‘It was legal and would have remained legal in the USA but for the war.’
o why did the eleven states of the confederacy secede, and why did four of those eleven issue elaborate declarations of cause specifying the retention of slavery being threatened...? I mean, if it was legal and would have remained so absent the war, what were the secessionists afraid of...?
At least you got this part right. Most people think all 11 states issued these statements, but it was at most 4.
But I have three possible answers to your point.
1. Because they were somehow misled into believing that slavery was under a threat of being abolished if they remained.
2. Because claiming slavery as a cause for separation made separation legal on the grounds of breach of contract. (This idea was put forth by conservative columnist Paul Craig Roberts.)
3. To disguise their real reason for doing it because that would have provoked an overwhelming desire to stop them.
Which particular one would you like to focus on? I personally favor #3.

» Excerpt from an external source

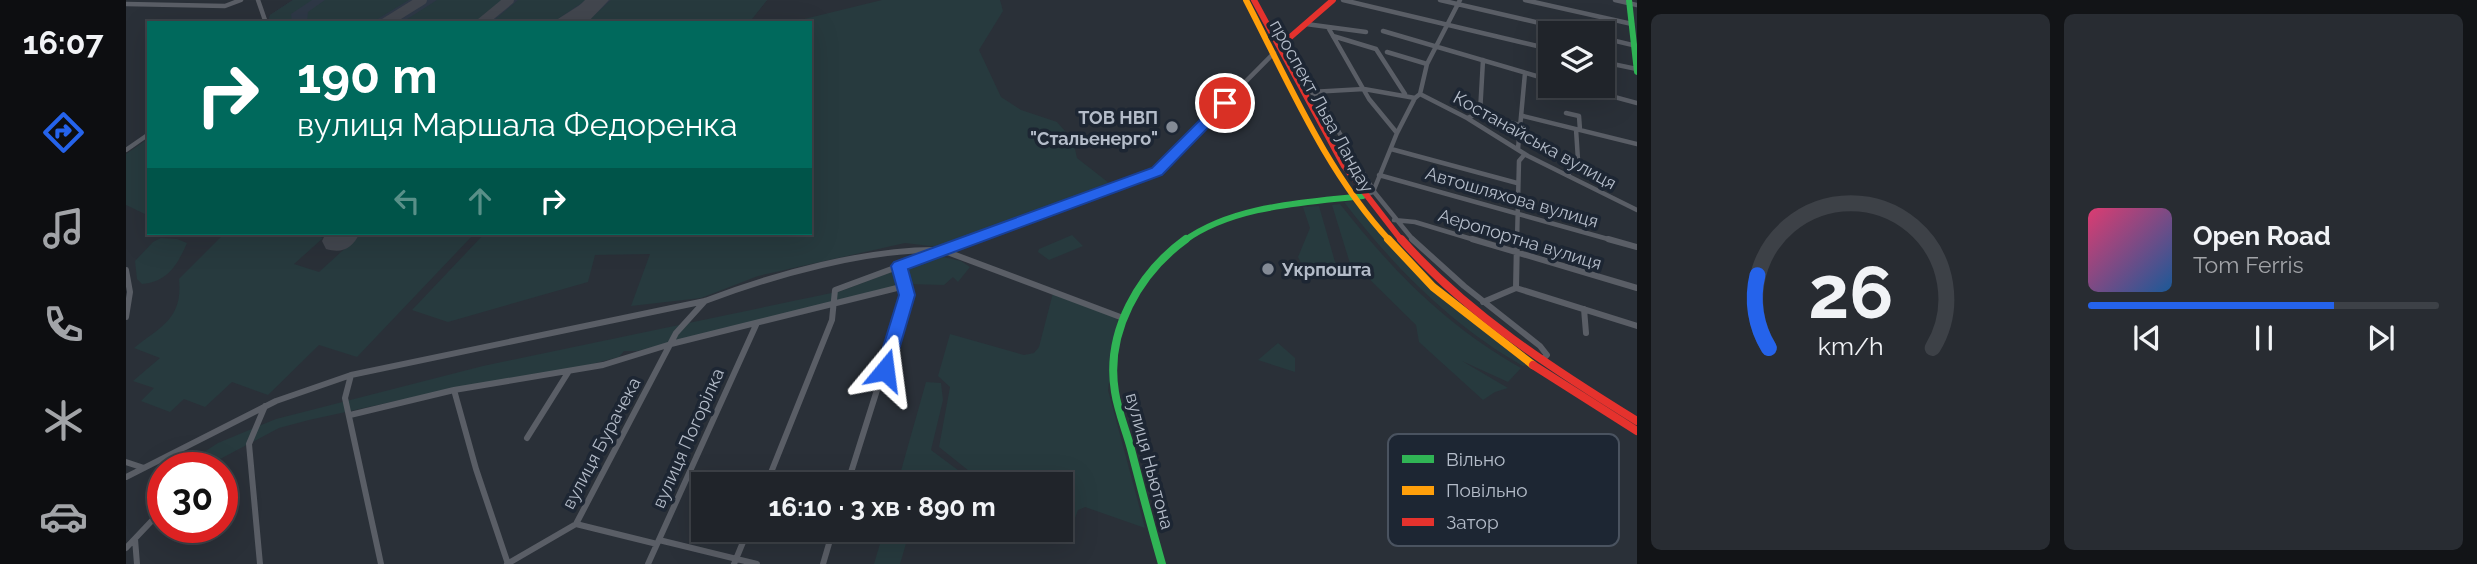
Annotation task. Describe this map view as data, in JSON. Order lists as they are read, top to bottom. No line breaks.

It could also be all of the above.
4 states issued declarations of causes. 3 of those 4 listed reasons (tariffs, unequal federal government expenditures, malicious refusal to provide border security) other than just that the Northern states had violated the compact by refusing to enforce the fugitive slave clause of the constitution. The Upper South seceded only after Lincoln chose war. They obviously were not seceding over slavery.
What is the first thing Lincoln and the Northern Dominated Congress offered? The Corwin Amendment which would have expressly protected slavery in the constitution. Given there were 15 states that still had slavery, and it takes 3/4s of the states to pass an amendment, it would have taken 45 states to vote in favor of overturning the Corwin Amendment. ie it could not be revoked without the consent of the states that still had slavery. Everybody understood this.
Yet, the original 7 seceding states turned down the offer of the Corwin Amendment as the price of their return. Obviously, protection of slavery was not their primary concern.